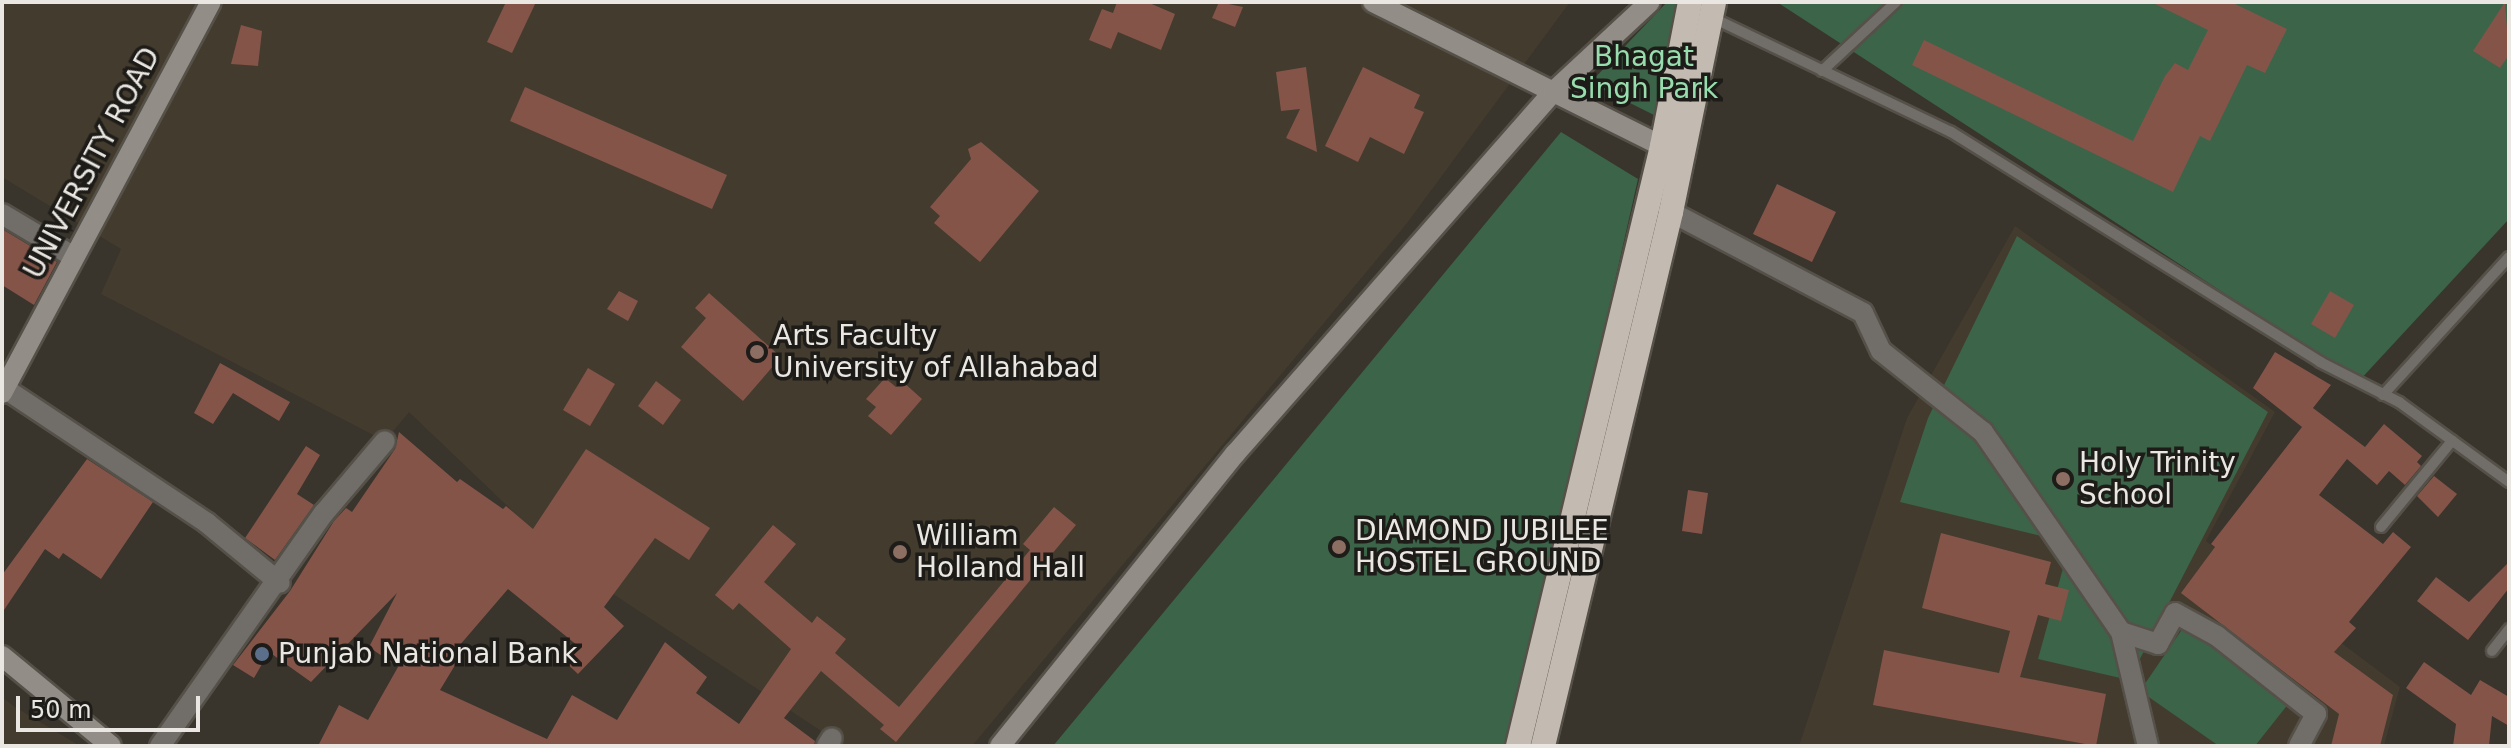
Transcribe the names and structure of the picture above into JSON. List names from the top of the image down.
{
  "streets": {
    "street": ["UNIVERSITY ROAD"]
  },
  "parks": ["Bhagat Singh Park"],
  "places": [
    "Arts Faculty University of Allahabad",
    "Holy Trinity School",
    "DIAMOND JUBILEE HOSTEL GROUND",
    "William Holland Hall",
    "Punjab National Bank"
  ],
  "scale_bar": "50 m"
}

------------------------------------------------

The records above need to be restated word for word, with the pictures left out.

| Answer to this problem |
Transcribe the names and structure of the picture above into JSON. List names from the top of the image down.
{
  "streets": {
    "street": ["UNIVERSITY ROAD"]
  },
  "parks": ["Bhagat Singh Park"],
  "places": [
    "Arts Faculty University of Allahabad",
    "Holy Trinity School",
    "DIAMOND JUBILEE HOSTEL GROUND",
    "William Holland Hall",
    "Punjab National Bank"
  ],
  "scale_bar": "50 m"
}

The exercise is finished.